Hollis. The last name of his high school senior year rival, the guy who stole his prom date, who built a sleazy real estate empire in town for 20 years before bailing on his wife for a 26-year-old paralegal last spring. Manny’s jaw tenses, half ready to tell her to take her brat and get lost, until she laughs and says she knows exactly who he is, that she’s heard he’s the only person within 100 miles who knows how to work on old Harleys without ripping people off. She inherited her dad’s 1978 Ironhead Sportster when he died six months prior, she says, and every other mechanic in town has tried to quote her double the actual value of the bike just to tune it up.

They chat for 20 minutes, the line for the booth dying down as everyone drifts toward the river to get spots for the fireworks. She leans in closer when a group of screaming kids runs past, her hip pressing against his thigh, and he fights the urge to put his hand on her waist to steady her when someone bumps into the railing from behind. He’s torn, his head screaming that getting tangled up with Jake Hollis’s ex-wife will turn the local gossip mill into a runaway train, that everyone in town will be whispering about him before the end of the week, but he can’t stop staring at the freckles across her nose, the way she tilts her head back to laugh when he makes a joke about the VFW’s cheap, watered-down draft beer. She brushes a stray sauerkraut crumb off the front of his work shirt at one point, her palm lingering on his chest for half a second too long, and he feels his throat go dry.

The first firework bursts overhead, red and gold, painting the whole street pink for a split second, and the crowd around them cheers. She steps even closer to avoid a group of teens running by with glow sticks, her chest brushing his arm, and looks up at him, her eyes glinting in the fireworks light. “I know people will talk if we’re seen together,” she says, quiet enough that only he can hear her. “I don’t care. That bike’s been sitting in my garage for months, and I don’t trust anyone else to look at it.”

He hesitates for two beats, the voice in his head screaming to play it safe, to tell her to find another mechanic, to go back to hiding in his shop and his empty house after the fair ends. Then he brings his hand up, tucks a stray strand of hair that’s fallen in her face behind her ear, his thumb brushing the soft skin of her cheek. She doesn’t pull away. “I close up the shop at 6 tomorrow,” he says. “Send me your address, I’ll stop by with my tool bag.”

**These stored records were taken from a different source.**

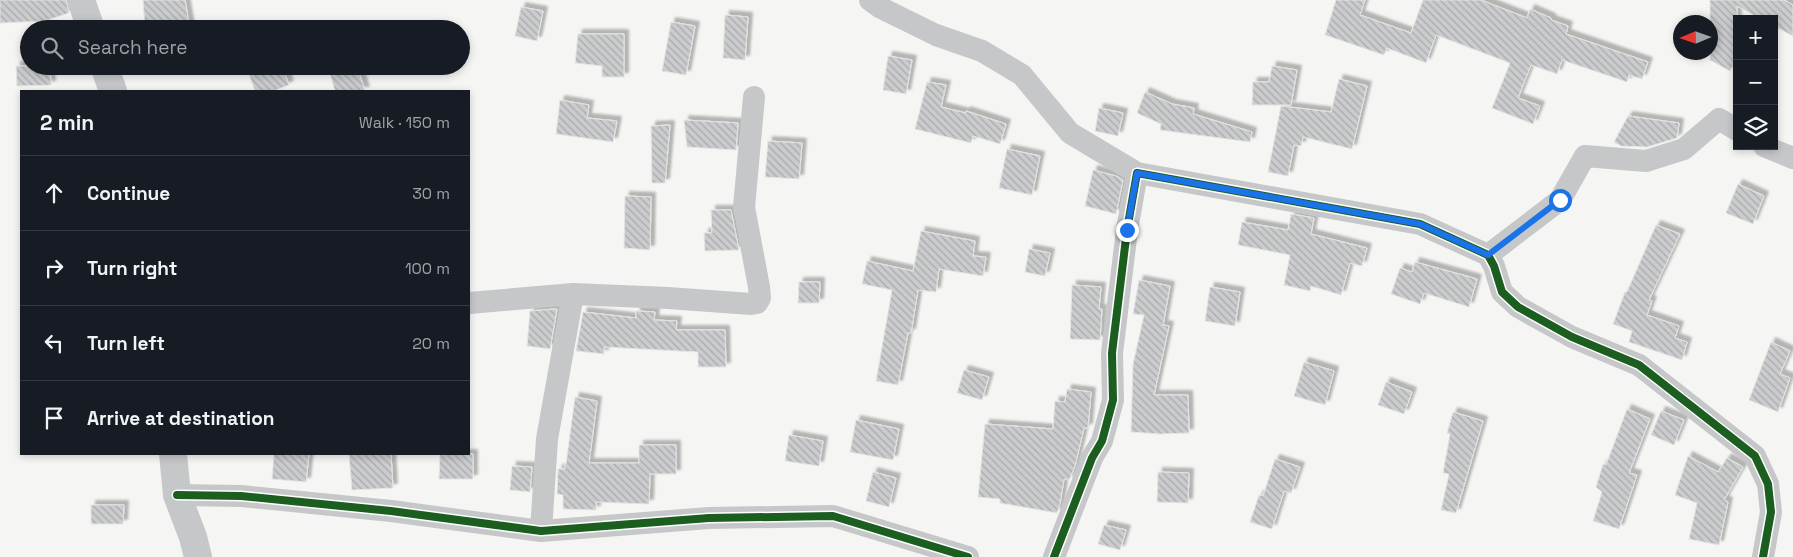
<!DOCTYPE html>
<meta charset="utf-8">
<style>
body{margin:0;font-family:"Space Grotesk",sans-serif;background:#242831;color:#f1f3f6}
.controls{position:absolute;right:15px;top:15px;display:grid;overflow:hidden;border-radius:0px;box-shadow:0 2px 8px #0003}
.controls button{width:45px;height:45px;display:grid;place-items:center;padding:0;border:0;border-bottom:1px solid #363941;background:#171b24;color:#f1f3f6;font:25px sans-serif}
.compass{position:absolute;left:1673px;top:15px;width:45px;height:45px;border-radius:50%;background:#171b24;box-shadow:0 2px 8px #0003;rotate:268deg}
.stop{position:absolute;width:15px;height:15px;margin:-11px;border:4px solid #1a73e8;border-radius:50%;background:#fff}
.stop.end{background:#1a73e8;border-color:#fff;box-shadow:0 1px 5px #0008}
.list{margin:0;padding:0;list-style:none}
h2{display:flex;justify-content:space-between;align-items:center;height:65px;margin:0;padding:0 20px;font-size:21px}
h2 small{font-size:16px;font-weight:400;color:#9ea1a6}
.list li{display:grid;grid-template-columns:32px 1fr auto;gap:15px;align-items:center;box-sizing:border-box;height:75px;padding:0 20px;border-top:1px solid #363941}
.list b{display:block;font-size:19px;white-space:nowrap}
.list em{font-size:16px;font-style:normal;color:#9ea1a6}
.icon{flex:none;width:28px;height:28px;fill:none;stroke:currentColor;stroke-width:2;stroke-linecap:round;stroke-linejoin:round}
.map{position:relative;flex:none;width:1793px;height:557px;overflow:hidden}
.search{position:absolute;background:#171b24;box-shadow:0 2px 8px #0003;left:20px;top:20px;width:450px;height:55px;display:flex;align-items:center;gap:12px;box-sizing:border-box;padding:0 18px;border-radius:28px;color:#9ea1a6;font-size:19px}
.panel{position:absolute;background:#171b24;box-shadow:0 2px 8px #0003;left:20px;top:90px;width:450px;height:365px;border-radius:0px}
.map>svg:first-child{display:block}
</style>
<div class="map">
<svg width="1793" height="557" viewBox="0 0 1793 557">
<defs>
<pattern id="building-back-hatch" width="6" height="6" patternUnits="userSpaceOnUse" patternTransform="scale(1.25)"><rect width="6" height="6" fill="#cbcccd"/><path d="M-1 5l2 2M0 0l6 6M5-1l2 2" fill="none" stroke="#a9aaac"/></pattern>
<filter id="shadow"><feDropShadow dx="4.5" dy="-4.5" stdDeviation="1" flood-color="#0004"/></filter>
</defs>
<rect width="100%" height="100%" fill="#f5f5f4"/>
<!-- building -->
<path fill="url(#building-back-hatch)" stroke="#e4e4e4" filter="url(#shadow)" d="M 0,0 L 66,0 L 69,13 L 44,21 L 0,23 Z
M 143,0 L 185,0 L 190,29 L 145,29 Z
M 1336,0 L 1365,0 L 1360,15 L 1411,33 L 1423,0 L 1481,0 L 1527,18 L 1530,9 L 1551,18 L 1551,20 L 1568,26 L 1566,34 L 1648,62 L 1642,79 L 1629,75 L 1627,82 L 1562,60 L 1557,74 L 1531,65 L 1518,98 L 1540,106 L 1533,124 L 1492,108 L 1510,63 L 1436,35 L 1426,63 L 1387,48 L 1384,55 L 1325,35 Z
M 1710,0 L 1784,0 L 1793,5 L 1793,36 L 1774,26 L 1774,19 L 1761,19 L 1737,6 L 1737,60 L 1730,71 L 1710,60 Z
M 521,7 L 543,11 L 537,41 L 515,36 Z
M 725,15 L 748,17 L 745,60 L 723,58 Z
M 671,22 L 695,26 L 686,75 L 662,71 Z
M 578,34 L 624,34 L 624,77 L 602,77 L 602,66 L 575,63 Z
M 888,56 L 912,60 L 906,94 L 883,90 Z
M 16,66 L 50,66 L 51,85 L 17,86 Z
M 246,66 L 282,66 L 289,85 L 273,91 L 255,91 Z
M 328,66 L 357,66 L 365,91 L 335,91 Z
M 1272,66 L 1297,70 L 1291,105 L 1252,105 L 1253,82 L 1269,82 Z
M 1339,79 L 1367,86 L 1352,149 L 1303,137 L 1301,146 L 1294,145 L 1288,176 L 1268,172 L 1281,106 L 1331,112 Z
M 927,82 L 946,85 L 941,107 L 966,113 L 966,111 L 1006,124 L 1000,144 L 973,136 L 971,143 L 915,129 Z
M 1145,92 L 1172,104 L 1194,108 L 1193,114 L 1252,132 L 1250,142 L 1160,130 L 1161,124 L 1137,113 Z
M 560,100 L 589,105 L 587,118 L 617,121 L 613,142 L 556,134 Z
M 1099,108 L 1123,113 L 1118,136 L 1095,131 Z
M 1628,116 L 1679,123 L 1677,138 L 1647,147 L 1621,146 L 1614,142 Z
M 684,120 L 738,123 L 736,150 L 687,147 Z
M 670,125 L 665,183 L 652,183 L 651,126 Z
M 768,141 L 802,143 L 799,179 L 765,177 Z
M 1007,149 L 1040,156 L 1032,195 L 999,188 Z
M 1093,170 L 1116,176 L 1123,180 L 1116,214 L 1085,206 Z
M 1738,184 L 1764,196 L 1753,224 L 1726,213 Z
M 625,196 L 651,197 L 650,250 L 624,248 Z
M 711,210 L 731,210 L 739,250 L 705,251 L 704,233 L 712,233 Z
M 1291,214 L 1314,218 L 1311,234 L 1367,248 L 1362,266 L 1350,263 L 1341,295 L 1311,286 L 1310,291 L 1284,285 L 1290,255 L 1238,245 L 1242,222 L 1288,230 Z
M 1656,225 L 1680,234 L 1649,300 L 1652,301 L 1647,315 L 1679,326 L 1675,338 L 1687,342 L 1682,360 L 1629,342 L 1632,331 L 1613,324 L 1625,292 L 1627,292 Z
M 921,231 L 975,241 L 973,256 L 986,257 L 983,276 L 939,269 L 936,292 L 918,290 L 911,333 L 908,333 L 898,385 L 876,381 L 892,290 L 862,284 L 867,261 L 913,271 Z
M 1029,249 L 1050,253 L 1045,276 L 1025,272 Z
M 1415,262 L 1477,279 L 1469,307 L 1424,293 L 1420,304 L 1391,294 L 1400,268 L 1412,272 Z
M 1139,280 L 1170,286 L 1163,325 L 1169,326 L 1154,395 L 1188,395 L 1189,433 L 1160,434 L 1131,432 L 1133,364 L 1144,315 L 1133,314 Z
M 799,282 L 820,282 L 819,303 L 798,303 Z
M 1072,285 L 1101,287 L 1099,309 L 1102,309 L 1100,340 L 1070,339 Z
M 1210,287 L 1240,292 L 1235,326 L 1205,321 Z
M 555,309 L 557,309 L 550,349 L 527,346 L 530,311 Z
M 636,311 L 655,312 L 654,320 L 677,321 L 676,330 L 725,330 L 726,367 L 698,367 L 698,352 L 604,347 L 604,354 L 576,351 L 583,312 L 636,318 Z
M 1771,342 L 1790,351 L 1780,374 L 1790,378 L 1778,412 L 1749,400 Z
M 1304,362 L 1334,371 L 1325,405 L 1294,396 Z
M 964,370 L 989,377 L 982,400 L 957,393 Z
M 1386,382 L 1412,392 L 1404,414 L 1378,405 Z
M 1067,389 L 1091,392 L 1088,428 L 1084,428 L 1075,466 L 1069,480 L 1064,479 L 1060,504 L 1057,513 L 1000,503 L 1000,499 L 978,497 L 985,424 L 1053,429 L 1055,401 L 1065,402 Z
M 575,397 L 597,401 L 589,463 L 639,463 L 639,445 L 676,445 L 676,474 L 650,474 L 649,504 L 596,502 L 596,510 L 563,509 L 563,495 L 557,494 L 558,469 L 565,469 L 565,464 L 566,464 Z
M 1627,409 L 1650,419 L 1629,473 L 1637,475 L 1619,529 L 1593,521 L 1602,492 L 1596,487 L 1603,464 L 1606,465 Z
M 1661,411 L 1684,420 L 1674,445 L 1651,435 Z
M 1453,412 L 1483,421 L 1456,513 L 1441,510 L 1449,474 L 1443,473 L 1450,434 L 1447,433 Z
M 856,420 L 899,429 L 893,460 L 850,452 Z
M 789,435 L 823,441 L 819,466 L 785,461 Z
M 274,454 L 309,454 L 306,482 L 272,479 Z
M 349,454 L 391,454 L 393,488 L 352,490 Z
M 440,454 L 473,454 L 473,479 L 439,479 Z
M 1688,456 L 1718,472 L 1727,458 L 1743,467 L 1724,500 L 1728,502 L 1719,545 L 1689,539 L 1697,503 L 1675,495 Z
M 1275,459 L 1300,467 L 1291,493 L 1284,491 L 1272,529 L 1250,522 L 1259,495 L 1263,496 Z
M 512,466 L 532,467 L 530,492 L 510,490 Z
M 873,472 L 896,478 L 889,507 L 866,501 Z
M 1158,472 L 1189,473 L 1188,503 L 1157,502 Z
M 91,505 L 124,505 L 123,524 L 91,524 Z
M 1104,525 L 1126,530 L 1120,550 L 1098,544 Z"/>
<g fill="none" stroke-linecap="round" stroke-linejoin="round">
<!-- minor -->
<path stroke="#c6c7c8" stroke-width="22" d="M 870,0 L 881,8 L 936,35 L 982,51 L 1022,75 L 1070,133 L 1137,173
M 1764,146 L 1793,158
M 1488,255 L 1560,200 L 1585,156 L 1646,161 L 1684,149 L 1719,119 L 1737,130
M 469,303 L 573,294 L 668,298 L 751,304 L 757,303 L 760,298 L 759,287 L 744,207 L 754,97
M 177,495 L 241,496 L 391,511 L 541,531 L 709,518 L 833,516 L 968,557
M 541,531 L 547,439 L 573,294
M 1054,557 L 1092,458 L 1102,441 L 1113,400 L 1112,353 L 1127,230 L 1137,173 L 1420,224 L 1488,255 L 1494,266 L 1502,292 L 1518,307 L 1572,337 L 1639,365 L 1755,456 L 1768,484 L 1771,512 L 1763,557"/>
<!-- tertiary -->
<path stroke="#c6c7c8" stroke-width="28" d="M 81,0 L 91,29
M 104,66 L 113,91
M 173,454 L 177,495 L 193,537 L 198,557"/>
<defs>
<path id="cycleway" d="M 177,495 L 241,496 L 391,511 L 541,531 L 709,518 L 833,516 L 968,557
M 1054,557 L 1092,458 L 1102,441 L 1113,400 L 1112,353 L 1127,230 L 1137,173 L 1420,224 L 1488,255 L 1494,266 L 1502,292 L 1518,307 L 1572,337 L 1639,365 L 1755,456 L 1768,484 L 1771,512 L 1763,557"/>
</defs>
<!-- cycleway casing -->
<use href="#cycleway" stroke="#fff" stroke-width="11"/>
<!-- cycleway -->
<use href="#cycleway" stroke="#1b5e20" stroke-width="8"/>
</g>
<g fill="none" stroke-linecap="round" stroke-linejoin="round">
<!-- route -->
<path stroke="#1a73e8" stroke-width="6" d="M 1127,230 L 1137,173 L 1420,224 L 1488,255 L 1560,200"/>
</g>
</svg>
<div class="controls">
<button>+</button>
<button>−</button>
<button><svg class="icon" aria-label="layers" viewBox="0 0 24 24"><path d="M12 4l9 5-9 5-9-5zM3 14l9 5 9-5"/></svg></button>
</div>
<svg class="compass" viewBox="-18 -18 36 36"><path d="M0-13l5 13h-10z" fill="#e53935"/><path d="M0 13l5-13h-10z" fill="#9ea1a6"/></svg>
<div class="stop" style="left:1560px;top:200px"></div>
<div class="stop end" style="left:1127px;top:230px"></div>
<div class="search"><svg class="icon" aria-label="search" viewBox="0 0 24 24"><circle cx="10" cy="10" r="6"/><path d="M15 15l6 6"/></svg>Search here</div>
<section class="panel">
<h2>2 min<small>Walk · 150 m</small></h2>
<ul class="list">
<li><svg class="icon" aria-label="ahead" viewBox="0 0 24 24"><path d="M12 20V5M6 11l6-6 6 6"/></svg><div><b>Continue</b></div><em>30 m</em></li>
<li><svg class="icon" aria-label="right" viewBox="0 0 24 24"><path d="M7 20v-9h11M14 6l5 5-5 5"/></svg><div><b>Turn right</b></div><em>100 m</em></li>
<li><svg class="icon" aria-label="left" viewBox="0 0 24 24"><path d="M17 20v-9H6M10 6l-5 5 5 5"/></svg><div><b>Turn left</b></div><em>20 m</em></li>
<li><svg class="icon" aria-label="arrive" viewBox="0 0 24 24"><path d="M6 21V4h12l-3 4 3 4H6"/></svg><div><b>Arrive at destination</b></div></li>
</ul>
</section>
</div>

She scrawls her address and phone number on the back of a summer reading program flier, presses it into his palm, her fingers curling around his for a second before she pulls away. “Don’t be late,” she says, winking over her shoulder as she turns to walk toward the library’s book booth down the street.

He stands there holding the flier, takes a sip of warm, watery draft beer, and realizes the heavy, dull dread he’s carried around in his chest for seven years feels a little lighter. A fellow VFW member claps him on the back, snickering and teasing him about Jake Hollis’s ex, and Manny just grins and flips him off, already mentally running through the list of parts he might need to bring for that 1978 Ironhead.